In my view, most people have simply given up. Many have left the internet or retreated to cozy pastures where they can share cat pics. Others have thrown out the idea of coherence or long-term planning and instead are seizing on whatever the newest idea may be, like a drop of hope in a desert of futures.
Most people would rather stake their hopes on a simple idea which can never come to pass, like national socialism or libertarianism, than they would work slowly with what we have known for 2500 years works best for civilizations of Indo-European people, something achievable through steady pressure.

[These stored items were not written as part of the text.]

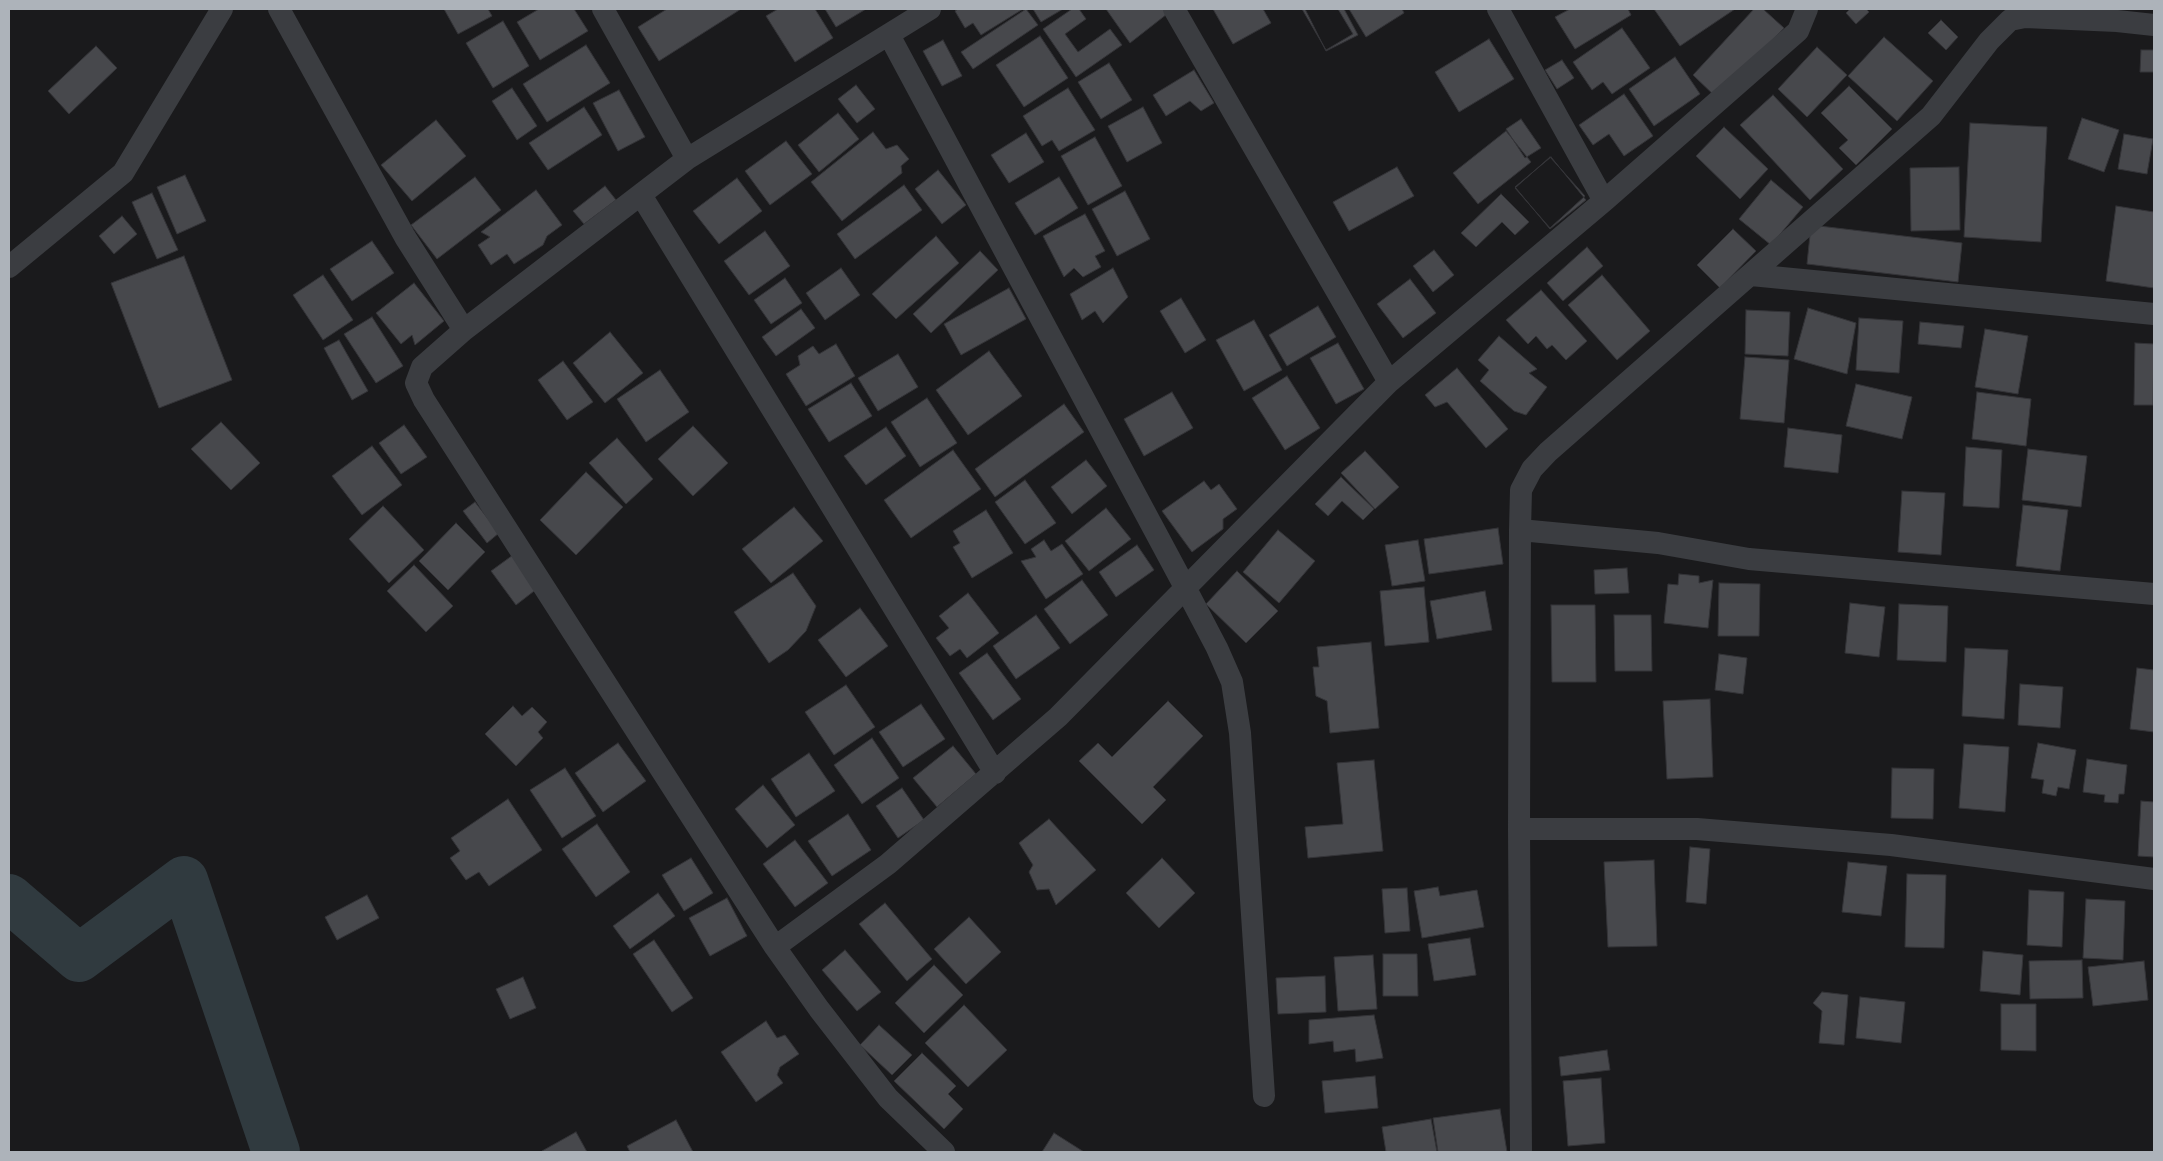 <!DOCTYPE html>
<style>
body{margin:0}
#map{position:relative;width:2163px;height:1161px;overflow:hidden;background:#1a1a1c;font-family:"PT Sans",sans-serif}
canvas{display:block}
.frame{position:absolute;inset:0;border:10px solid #adb3ba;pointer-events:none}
</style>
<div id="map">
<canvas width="2163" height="1161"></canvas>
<div class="frame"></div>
</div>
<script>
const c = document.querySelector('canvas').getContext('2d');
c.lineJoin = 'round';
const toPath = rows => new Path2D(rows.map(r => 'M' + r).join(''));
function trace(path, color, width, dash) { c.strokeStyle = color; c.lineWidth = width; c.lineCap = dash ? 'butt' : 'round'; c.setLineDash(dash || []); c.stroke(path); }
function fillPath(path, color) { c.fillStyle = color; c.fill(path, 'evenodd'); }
trace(toPath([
 [9,898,79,958,184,880,276,1152]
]), '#303a3f', 48);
const building = toPath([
 [444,9,488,9,492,16,458,34,444,9],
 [539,9,574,9,588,31,540,60,517,22,539,9],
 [667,9,741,9,659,61,638,27,667,9],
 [778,9,815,9,833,38,795,62,766,16,778,9],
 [825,9,866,9,836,27,825,9],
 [958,9,1023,9,981,35,973,23,965,28,955,11,958,9],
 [1026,9,1038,25,973,69,961,52,1026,9],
 [1033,9,1063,9,1041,22,1033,9],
 [1072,9,1079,9,1086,19,1065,34,1078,52,1110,29,1122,45,1076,77,1043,29,1072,9],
 [1106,9,1163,9,1167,14,1130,43,1106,9],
 [1213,9,1263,9,1271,23,1233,44,1213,9],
 [1302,9,1338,9,1353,34,1326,50,1302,9],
 [1305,9,1344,9,1358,35,1326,51,1305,9],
 [1349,9,1402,9,1404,13,1366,37,1349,9],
 [1570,9,1628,9,1631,15,1575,49,1555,17,1570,9],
 [1654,9,1735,9,1680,46,1654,9],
 [1754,9,1763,9,1784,28,1718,99,1693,75,1754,9],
 [1850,9,1866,9,1869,12,1856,24,1846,13,1850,9],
 [1941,20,1958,37,1946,50,1928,33,1941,20],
 [503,21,529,66,493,88,466,43,503,21],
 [1622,28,1650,68,1612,94,1603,82,1592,90,1573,62,1622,28],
 [1040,36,1068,78,1024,107,996,65,1040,36],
 [1884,37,1933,81,1897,121,1848,76,1884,37],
 [1489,39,1514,79,1459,112,1435,72,1489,39],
 [943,40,962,76,942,86,923,51,943,40],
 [586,45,610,83,547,122,523,84,586,45],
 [96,46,117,68,69,114,48,91,96,46],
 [1817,47,1847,75,1807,117,1778,89,1817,47],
 [2141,50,2154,50,2154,72,2140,72,2141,50],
 [1675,57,1700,94,1654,126,1629,89,1675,57],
 [1562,60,1574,78,1557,89,1545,70,1562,60],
 [1109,63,1132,100,1101,119,1078,82,1109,63],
 [1194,70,1214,103,1201,111,1190,101,1166,116,1153,95,1194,70],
 [856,85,875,109,857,123,838,99,856,85],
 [1849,86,1892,129,1856,165,1839,148,1848,140,1821,113,1849,86],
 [512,88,537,126,517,140,492,101,512,88],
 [1068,88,1095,130,1059,151,1052,140,1042,146,1023,116,1068,88],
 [619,90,645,137,618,151,593,103,619,90],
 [1624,94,1653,136,1624,156,1609,134,1593,145,1579,125,1624,94],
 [1773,95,1843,169,1810,200,1740,125,1773,95],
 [584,107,602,135,548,170,529,143,584,107],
 [1143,107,1162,143,1127,162,1108,126,1143,107],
 [838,113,859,139,819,172,798,145,838,113],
 [2082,118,2119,130,2104,172,2068,159,2082,118],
 [1521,119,1541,148,1525,158,1506,129,1521,119],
 [436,120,466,156,412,201,381,165,436,120],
 [1970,123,2047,127,2041,242,1964,237,1970,123],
 [1724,127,1768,169,1740,199,1696,156,1724,127],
 [1506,131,1531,162,1478,204,1453,173,1506,131],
 [873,132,886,149,897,145,909,159,901,166,902,173,842,221,811,182,873,132],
 [1026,133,1044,162,1009,183,991,155,1026,133],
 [2124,134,2153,139,2147,174,2118,169,2124,134],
 [1095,137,1122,186,1088,205,1061,156,1095,137],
 [786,141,812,174,770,205,745,171,786,141],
 [1550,157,1585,196,1550,228,1515,188,1550,157],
 [1551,157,1586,200,1550,229,1515,187,1551,157],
 [1397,167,1414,196,1349,231,1333,202,1397,167],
 [1959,167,1960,230,1911,231,1910,168,1959,167],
 [938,170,966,205,942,224,915,189,938,170],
 [185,175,206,221,177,234,157,187,185,175],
 [475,177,501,210,437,259,411,225,475,177],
 [1059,177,1078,208,1035,235,1015,203,1059,177],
 [737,178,762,211,719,244,693,211,737,178],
 [1771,180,1803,207,1771,245,1739,219,1771,180],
 [904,185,922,210,855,259,837,234,904,185],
 [605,186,616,200,584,224,573,211,605,186],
 [536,190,562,225,547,236,543,245,514,264,507,254,491,265,478,245,490,237,481,232,536,190],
 [1125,191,1150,239,1117,256,1092,209,1125,191],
 [152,193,178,250,157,259,132,202,152,193],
 [1501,194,1529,222,1515,235,1502,222,1476,247,1461,233,1501,194],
 [2116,206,2154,212,2154,288,2106,281,2116,206],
 [1085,214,1105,251,1095,256,1101,267,1083,277,1074,268,1064,277,1043,236,1085,214],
 [122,216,137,234,114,254,99,236,122,216],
 [1811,225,1962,243,1958,282,1807,264,1811,225],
 [1733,229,1756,251,1720,288,1697,265,1733,229],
 [765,231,790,266,749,295,724,261,765,231],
 [936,236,959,263,896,319,872,294,936,236],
 [372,241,394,273,352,301,330,269,372,241],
 [1587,247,1603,266,1563,301,1547,283,1587,247],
 [1434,250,1454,275,1433,292,1413,266,1434,250],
 [980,251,998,270,931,333,913,314,980,251],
 [184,256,232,380,159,408,111,283,184,256],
 [841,268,860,295,825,320,806,293,841,268],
 [1113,268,1128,297,1103,323,1095,311,1082,320,1070,294,1113,268],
 [323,275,353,320,323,340,293,295,323,275],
 [1602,275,1650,331,1617,360,1568,305,1602,275],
 [785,278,802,303,771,324,754,300,785,278],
 [1410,279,1436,313,1403,338,1377,304,1410,279],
 [414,283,444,321,415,345,412,335,401,344,376,313,414,283],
 [1009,288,1026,319,961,355,944,324,1009,288],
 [1541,290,1587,341,1566,360,1552,345,1547,349,1536,336,1528,344,1506,320,1541,290],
 [1181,298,1206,340,1185,353,1160,311,1181,298],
 [1318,306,1336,337,1287,366,1269,335,1318,306],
 [1808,308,1856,323,1847,374,1794,359,1808,308],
 [801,309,815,328,776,356,762,337,801,309],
 [1746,310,1790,312,1788,356,1745,354,1746,310],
 [372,317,403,366,376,383,344,334,372,317],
 [1859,318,1903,321,1899,373,1856,370,1859,318],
 [1254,320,1282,370,1244,391,1216,340,1254,320],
 [1920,322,1964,326,1961,348,1918,344,1920,322],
 [1985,329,2028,336,2018,394,1975,387,1985,329],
 [610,332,643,373,605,403,573,363,610,332],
 [1499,336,1537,369,1529,373,1547,387,1526,415,1514,411,1480,381,1489,370,1478,360,1499,336],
 [339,340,368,391,352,400,324,348,339,340],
 [1338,343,1364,389,1336,404,1310,358,1338,343],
 [2135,343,2154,344,2153,405,2134,405,2135,343],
 [836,344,855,376,806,406,786,374,800,365,798,356,813,346,819,354,836,344],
 [989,351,1022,396,968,435,936,390,989,351],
 [898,354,918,387,878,411,858,378,898,354],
 [1745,357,1789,360,1784,423,1740,419,1745,357],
 [563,361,593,402,567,420,538,380,563,361],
 [1457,368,1508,429,1486,448,1447,402,1435,407,1425,395,1457,368],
 [660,370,689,412,646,442,617,399,660,370],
 [1287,376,1320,428,1285,450,1252,398,1287,376],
 [851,383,872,416,829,442,808,409,851,383],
 [1856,384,1912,397,1902,439,1846,426,1856,384],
 [1172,392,1193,428,1144,456,1124,419,1172,392],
 [1977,392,2031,399,2026,446,1972,439,1977,392],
 [927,398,957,443,920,467,891,422,927,398],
 [1064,404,1084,432,995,497,975,469,1064,404],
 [221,422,260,463,231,490,191,449,221,422],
 [404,425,427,457,401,474,379,443,404,425],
 [693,426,728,463,693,496,658,459,693,426],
 [886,427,906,456,866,485,844,456,886,427],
 [1788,428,1842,435,1838,473,1784,467,1788,428],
 [617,438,653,479,626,504,589,463,617,438],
 [372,446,402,485,362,515,332,476,372,446],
 [1966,447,2002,450,1999,508,1963,506,1966,447],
 [2028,449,2087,456,2081,507,2022,500,2028,449],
 [953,450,981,489,911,538,884,500,953,450],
 [1365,451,1399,487,1375,509,1341,473,1365,451],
 [1086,460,1107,486,1072,514,1051,487,1086,460],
 [586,472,623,507,576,555,540,520,586,472],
 [1341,477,1374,509,1363,520,1342,501,1328,516,1315,504,1341,477],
 [1025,480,1056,523,1025,544,995,502,1025,480],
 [1204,481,1211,490,1219,484,1237,509,1223,519,1223,529,1192,552,1162,511,1204,481],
 [1902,491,1945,493,1941,555,1898,552,1902,491],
 [475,502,499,533,487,543,463,511,475,502],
 [2023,505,2068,510,2060,571,2016,566,2023,505],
 [383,506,424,550,389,583,349,539,383,506],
 [794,507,823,541,771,583,742,549,794,507],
 [1106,508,1131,539,1089,571,1065,541,1106,508],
 [986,510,1013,553,972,578,953,547,960,543,953,531,986,510],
 [456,523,485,552,448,590,419,561,456,523],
 [1498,528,1503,564,1429,574,1424,539,1498,528],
 [1278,530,1315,561,1279,603,1243,572,1278,530],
 [1044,540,1051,551,1062,544,1083,574,1046,599,1021,561,1036,557,1031,549,1044,540],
 [1418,540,1425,581,1392,586,1385,545,1418,540],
 [1137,545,1154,570,1116,597,1099,572,1137,545],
 [513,555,538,588,516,605,491,571,513,555],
 [414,565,453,606,426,632,387,591,414,565],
 [1627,568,1629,593,1595,594,1594,570,1627,568],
 [1237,571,1278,611,1246,643,1206,604,1237,571],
 [793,573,816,606,806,631,788,650,769,663,734,612,793,573],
 [1679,574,1699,576,1699,583,1713,580,1708,628,1664,623,1668,584,1678,585,1679,574],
 [1082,580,1108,615,1070,644,1044,609,1082,580],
 [1719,583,1760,584,1759,636,1718,636,1719,583],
 [1424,587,1429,642,1385,646,1380,591,1424,587],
 [1485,591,1492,630,1437,639,1430,601,1485,591],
 [968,593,999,633,967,658,960,649,950,656,936,638,949,628,939,616,968,593],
 [1850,603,1885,607,1879,657,1845,653,1850,603],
 [1899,604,1948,606,1946,662,1897,660,1899,604],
 [1551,605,1595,605,1596,682,1552,682,1551,605],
 [860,608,888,646,846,677,818,640,860,608],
 [1036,615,1060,648,1016,679,993,646,1036,615],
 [1614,615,1651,615,1652,671,1615,671,1614,615],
 [1371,642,1379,728,1330,733,1327,701,1316,696,1313,667,1319,667,1317,647,1371,642],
 [1965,648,2008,650,2004,719,1962,716,1965,648],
 [987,653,1021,699,993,720,959,673,987,653],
 [1719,654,1747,658,1743,694,1715,690,1719,654],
 [2137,668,2154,670,2154,732,2130,729,2137,668],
 [2020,684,2063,687,2060,728,2018,725,2020,684],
 [846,685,875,727,834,755,805,712,846,685],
 [1710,699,1713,777,1667,779,1663,701,1710,699],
 [1168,701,1203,736,1153,787,1166,800,1142,824,1079,761,1098,743,1112,757,1168,701],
 [921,704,945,739,903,767,879,732,921,704],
 [513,706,522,716,532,707,547,722,538,732,543,738,516,766,485,734,513,706],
 [872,738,899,778,862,804,834,765,872,738],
 [618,743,646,781,603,812,575,773,618,743],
 [2038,743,2076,750,2069,789,2058,787,2056,796,2042,793,2044,780,2031,778,2038,743],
 [1964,744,2009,747,2005,812,1959,808,1964,744],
 [953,746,976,774,937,807,913,778,953,746],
 [809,753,835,791,796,817,771,779,809,753],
 [2087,759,2127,765,2124,794,2119,794,2118,803,2104,802,2105,795,2083,792,2087,759],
 [1374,760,1383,851,1308,858,1305,827,1343,824,1337,763,1374,760],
 [565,768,596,816,562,838,530,790,565,768],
 [1892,768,1934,769,1933,819,1891,818,1892,768],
 [763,785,795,825,767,848,735,809,763,785],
 [902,788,924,820,898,838,876,806,902,788],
 [508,799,542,850,489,886,479,872,466,880,450,858,460,851,451,838,508,799],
 [2141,801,2154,802,2154,857,2138,856,2141,801],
 [848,814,871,850,832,876,808,841,848,814],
 [1049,819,1096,870,1056,905,1049,889,1037,890,1029,872,1033,865,1019,843,1049,819],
 [597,824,630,872,596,897,562,849,597,824],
 [795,840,828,883,795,907,763,864,795,840],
 [1690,847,1710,849,1706,904,1686,902,1690,847],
 [691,858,713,893,684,911,662,875,691,858],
 [1162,858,1195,893,1159,928,1126,893,1162,858],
 [1654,860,1657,946,1608,947,1604,862,1654,860],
 [1848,862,1887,866,1881,916,1842,912,1848,862],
 [1907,874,1946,875,1944,948,1905,947,1907,874],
 [1438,887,1440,896,1477,890,1484,927,1422,938,1414,891,1438,887],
 [1407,888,1410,931,1385,933,1382,889,1407,888],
 [2029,890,2064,892,2062,947,2027,945,2029,890],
 [658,893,675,916,630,949,613,926,658,893],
 [367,895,379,918,337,940,325,917,367,895],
 [727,898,747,936,710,956,689,918,727,898],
 [2086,899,2125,901,2123,960,2083,958,2086,899],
 [885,903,932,959,907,981,859,924,885,903],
 [969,917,1001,952,966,984,934,949,969,917],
 [1470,938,1476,975,1434,981,1428,944,1470,938],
 [654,940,693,998,672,1012,633,954,654,940],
 [845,950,881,992,857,1011,822,970,845,950],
 [1983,951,2023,955,2020,995,1980,991,1983,951],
 [1383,954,1417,954,1418,996,1383,996,1383,954],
 [1373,955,1377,1009,1338,1011,1334,957,1373,955],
 [2082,960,2083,998,2030,999,2029,961,2082,960],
 [2144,961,2148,1000,2093,1006,2088,967,2144,961],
 [934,965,963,995,924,1033,895,1003,934,965],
 [1325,976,1326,1012,1278,1014,1276,978,1325,976],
 [523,977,536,1008,510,1019,496,989,523,977],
 [1822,992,1848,995,1844,1045,1819,1043,1822,1011,1813,1003,1822,992],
 [1860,997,1905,1002,1901,1043,1856,1038,1860,997],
 [2001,1004,2036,1004,2036,1051,2001,1050,2001,1004],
 [964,1005,1007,1050,968,1087,925,1043,964,1005],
 [1374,1015,1383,1058,1356,1062,1355,1049,1334,1052,1333,1041,1309,1044,1309,1020,1374,1015],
 [766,1021,777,1038,785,1035,799,1054,780,1067,777,1075,783,1083,756,1102,721,1052,766,1021],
 [879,1025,912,1055,892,1075,860,1045,879,1025],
 [1607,1050,1610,1070,1561,1076,1559,1057,1607,1050],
 [922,1053,956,1086,948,1094,963,1109,944,1129,894,1081,922,1053],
 [1375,1076,1378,1108,1325,1113,1322,1081,1375,1076],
 [1601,1078,1605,1143,1568,1146,1563,1081,1601,1078],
 [1500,1109,1507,1152,1438,1152,1433,1118,1500,1109],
 [1431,1119,1437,1152,1386,1152,1382,1127,1431,1119],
 [676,1120,693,1152,630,1152,627,1146,676,1120],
 [576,1132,587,1152,543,1152,542,1151,576,1132],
 [1054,1133,1084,1152,1042,1152,1054,1133]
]);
fillPath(building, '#47484c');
trace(building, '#343438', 1);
trace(toPath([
 [279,9,405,237,464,330],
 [603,9,687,159],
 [930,9,687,159,464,330,422,367,416,383,424,400,775,947,819,1009,888,1098,944,1152],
 [1174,9,1389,382],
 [1498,9,1604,201],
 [889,35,1186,589,1217,648,1232,682,1240,733,1264,1096],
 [641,195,995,773],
 [9,267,123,173,222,9],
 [1751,275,2154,314],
 [1520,530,1658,543,1749,559,2154,594],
 [1519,829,1697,829,1891,845,2154,879],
 [775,947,888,864,1058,717,1389,382,1604,201,1798,31,1807,9],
 [1521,1152,1519,829,1520,530,1521,490,1532,469,1548,452,1931,116,1989,41,2010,20,2025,17,2117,21,2154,25]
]), '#3b3d41', 22);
</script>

To win with this audience, you have to speak in terms of symbols, even though that is an artifact of the last age and not the future. Increasingly, many of us are choosing not to play: we would have to dumb down our message into religion and political bigotry and in doing so, it would lose its essence.
Consequently, while Substack offers a great format, it offers little in the way of numbers, in contrast to the audience that this site has built up over time. Social media and symbolism are the past, and the future requires the type of work we do here, even if the herd thunders on by as it always does, looking for futureless hopes.